Denis Dufresne
La Tribune
Denis Dufresne
Un groupe de 21 citoyens, appuyé par la conseillère municipale Évelyne Beaudin, de Sherbrooke citoyen, s’oppose à la construction de 50 maisons haut de gamme près du chemin Rhéaume, dans le secteur Saint-Élie.
Un groupe de 21 citoyens, appuyé par la conseillère municipale Évelyne Beaudin, de Sherbrooke citoyen, s’oppose à la construction de 50 maisons haut de gamme près du chemin Rhéaume, dans le secteur Saint-Élie.

Un combat inégal

ÉDITORIAL / La décision d’un groupe de citoyens de contester devant la Commission municipale du Québec (CMQ), le 16 octobre, un projet de développement résidentiel dans un milieu à forte valeur écologique devrait envoyer un « message » à la Ville de Sherbrooke au sujet de la nécessité de protéger les espaces naturels alors que nous vivons une crise écologique sans précédent.

La Ville, qui n’en est pas à une contradiction près en matière de protection des milieux naturels, défend évidemment le projet.

Le groupe de 21 citoyens, appuyé par la conseillère municipale Évelyne Beaudin, de Sherbrooke citoyen, s’oppose à la construction de 50 maisons haut de gamme près du chemin Rhéaume, dans le secteur Saint-Élie.

Il veut faire valider par la CMQ que deux règlements adoptés par la Ville pour permettre le projet, le premier modifiant le zonage et le lotissement, le second concernant des travaux et/ou services municipaux, respectent le schéma d’aménagement.

Ce développement résidentiel, le « Domaine de la vallée d’Orford », est situé en dehors du périmètre d’urbanisation et nécessitera la destruction partielle de ce milieu naturel, avec un déboisement sur plusieurs dizaines de milliers de mètres carrés.

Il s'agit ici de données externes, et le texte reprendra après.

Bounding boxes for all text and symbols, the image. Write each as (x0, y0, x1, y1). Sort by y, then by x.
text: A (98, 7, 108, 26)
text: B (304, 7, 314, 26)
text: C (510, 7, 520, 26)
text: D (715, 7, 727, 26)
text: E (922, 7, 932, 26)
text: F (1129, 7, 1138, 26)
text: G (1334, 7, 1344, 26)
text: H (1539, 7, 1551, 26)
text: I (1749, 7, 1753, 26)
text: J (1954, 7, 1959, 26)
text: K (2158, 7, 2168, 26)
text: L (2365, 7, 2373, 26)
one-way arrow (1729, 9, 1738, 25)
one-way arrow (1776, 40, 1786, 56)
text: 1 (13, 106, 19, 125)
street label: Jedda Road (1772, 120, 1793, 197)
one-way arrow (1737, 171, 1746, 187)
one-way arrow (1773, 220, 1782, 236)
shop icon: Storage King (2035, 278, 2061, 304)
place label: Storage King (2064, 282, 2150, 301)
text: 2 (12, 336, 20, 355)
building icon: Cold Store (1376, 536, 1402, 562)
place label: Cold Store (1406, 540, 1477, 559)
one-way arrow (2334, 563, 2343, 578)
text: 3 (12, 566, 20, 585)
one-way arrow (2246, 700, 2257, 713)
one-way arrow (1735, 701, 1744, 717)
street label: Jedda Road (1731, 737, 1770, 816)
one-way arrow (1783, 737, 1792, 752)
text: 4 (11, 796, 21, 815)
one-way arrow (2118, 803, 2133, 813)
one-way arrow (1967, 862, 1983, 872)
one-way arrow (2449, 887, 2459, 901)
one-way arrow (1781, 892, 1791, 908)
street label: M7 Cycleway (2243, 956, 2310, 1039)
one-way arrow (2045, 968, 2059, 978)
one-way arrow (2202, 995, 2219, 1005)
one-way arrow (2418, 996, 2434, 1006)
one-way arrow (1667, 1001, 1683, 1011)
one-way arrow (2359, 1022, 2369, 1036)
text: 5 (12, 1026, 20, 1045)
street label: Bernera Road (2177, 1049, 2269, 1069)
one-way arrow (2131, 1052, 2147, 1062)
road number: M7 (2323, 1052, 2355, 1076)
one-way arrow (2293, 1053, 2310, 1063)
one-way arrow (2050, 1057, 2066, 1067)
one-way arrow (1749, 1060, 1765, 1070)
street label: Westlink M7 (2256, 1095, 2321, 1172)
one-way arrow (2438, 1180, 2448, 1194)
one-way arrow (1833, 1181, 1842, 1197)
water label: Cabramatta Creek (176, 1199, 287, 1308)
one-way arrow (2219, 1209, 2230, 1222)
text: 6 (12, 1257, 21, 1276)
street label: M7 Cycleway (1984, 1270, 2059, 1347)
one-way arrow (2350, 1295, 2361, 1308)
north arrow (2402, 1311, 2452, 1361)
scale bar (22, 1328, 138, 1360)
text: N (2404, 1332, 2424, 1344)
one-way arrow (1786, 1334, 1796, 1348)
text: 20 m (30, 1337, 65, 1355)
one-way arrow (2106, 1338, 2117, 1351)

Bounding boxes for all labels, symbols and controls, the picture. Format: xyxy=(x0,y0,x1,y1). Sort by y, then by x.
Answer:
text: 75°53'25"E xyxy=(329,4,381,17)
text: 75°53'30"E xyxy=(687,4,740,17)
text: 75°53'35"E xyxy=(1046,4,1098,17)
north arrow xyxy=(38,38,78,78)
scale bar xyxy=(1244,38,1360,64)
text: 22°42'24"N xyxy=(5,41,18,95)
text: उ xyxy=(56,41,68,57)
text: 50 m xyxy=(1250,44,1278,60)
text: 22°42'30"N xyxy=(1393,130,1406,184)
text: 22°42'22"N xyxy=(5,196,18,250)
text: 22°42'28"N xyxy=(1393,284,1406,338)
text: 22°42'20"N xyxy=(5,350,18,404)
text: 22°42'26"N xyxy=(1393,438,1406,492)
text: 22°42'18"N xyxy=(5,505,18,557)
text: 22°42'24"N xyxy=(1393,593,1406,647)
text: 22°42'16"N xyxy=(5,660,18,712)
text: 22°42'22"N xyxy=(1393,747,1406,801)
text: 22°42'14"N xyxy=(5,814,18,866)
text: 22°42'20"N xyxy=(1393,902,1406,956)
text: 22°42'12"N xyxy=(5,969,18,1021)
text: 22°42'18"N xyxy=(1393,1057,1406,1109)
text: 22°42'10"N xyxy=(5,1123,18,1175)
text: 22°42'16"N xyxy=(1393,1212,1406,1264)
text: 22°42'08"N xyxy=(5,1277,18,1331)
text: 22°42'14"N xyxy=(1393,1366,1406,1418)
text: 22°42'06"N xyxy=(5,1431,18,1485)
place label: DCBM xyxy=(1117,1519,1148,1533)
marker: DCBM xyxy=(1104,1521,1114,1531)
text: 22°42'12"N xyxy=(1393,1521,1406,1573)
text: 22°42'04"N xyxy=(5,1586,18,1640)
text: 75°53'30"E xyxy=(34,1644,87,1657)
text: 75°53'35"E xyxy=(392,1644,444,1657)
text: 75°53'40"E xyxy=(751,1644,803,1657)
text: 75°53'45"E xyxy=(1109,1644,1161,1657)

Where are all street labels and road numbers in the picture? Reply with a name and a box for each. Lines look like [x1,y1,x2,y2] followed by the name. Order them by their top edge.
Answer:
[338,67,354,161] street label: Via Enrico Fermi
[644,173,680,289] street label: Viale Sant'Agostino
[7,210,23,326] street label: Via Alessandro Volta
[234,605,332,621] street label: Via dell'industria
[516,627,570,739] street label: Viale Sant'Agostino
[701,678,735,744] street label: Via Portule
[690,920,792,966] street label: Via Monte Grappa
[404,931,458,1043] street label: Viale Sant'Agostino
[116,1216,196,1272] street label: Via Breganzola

Bien que les promoteurs entendent protéger 73 % de ce milieu naturel et que leur projet bénéficie d’un droit acquis, puisqu’il avait obtenu l’aval de l’ancienne municipalité de Saint-Élie-d’Orford à la fin des années 1990, il a également soulevé l’opposition de cinq élus sherbrookois.

Lorsque des citoyens s’adressent à la CMQ pour s’assurer de la conformité de deux règlements municipaux au schéma d’aménagement de leur municipalité, on peut penser qu’ils le font par conviction, sachant très bien qu’ils s’engagent dans un combat inégal.

Comparativement à la Ville de Sherbrooke, qui dispose d’importantes ressources humaines et techniques, le groupe a peu de moyens au point où il a dû lancer une campagne de sociofinancement pour embaucher une biologiste experte des milieux humides.

Les citoyens entendent également faire valider leur argumentaire auprès d’un avocat, faute d’avoir les moyens de se faire représenter par un juriste lors de l’audience.

Nonobstant le fait que le développement domiciliaire « Domaine de la vallée d’Orford » bénéficie d’un droit acquis et qu’il s’agit sans doute d’un beau projet, la Ville de Sherbrooke se trouve une fois de plus à autoriser la destruction — partielle dans ce cas-ci — d’un milieu naturel.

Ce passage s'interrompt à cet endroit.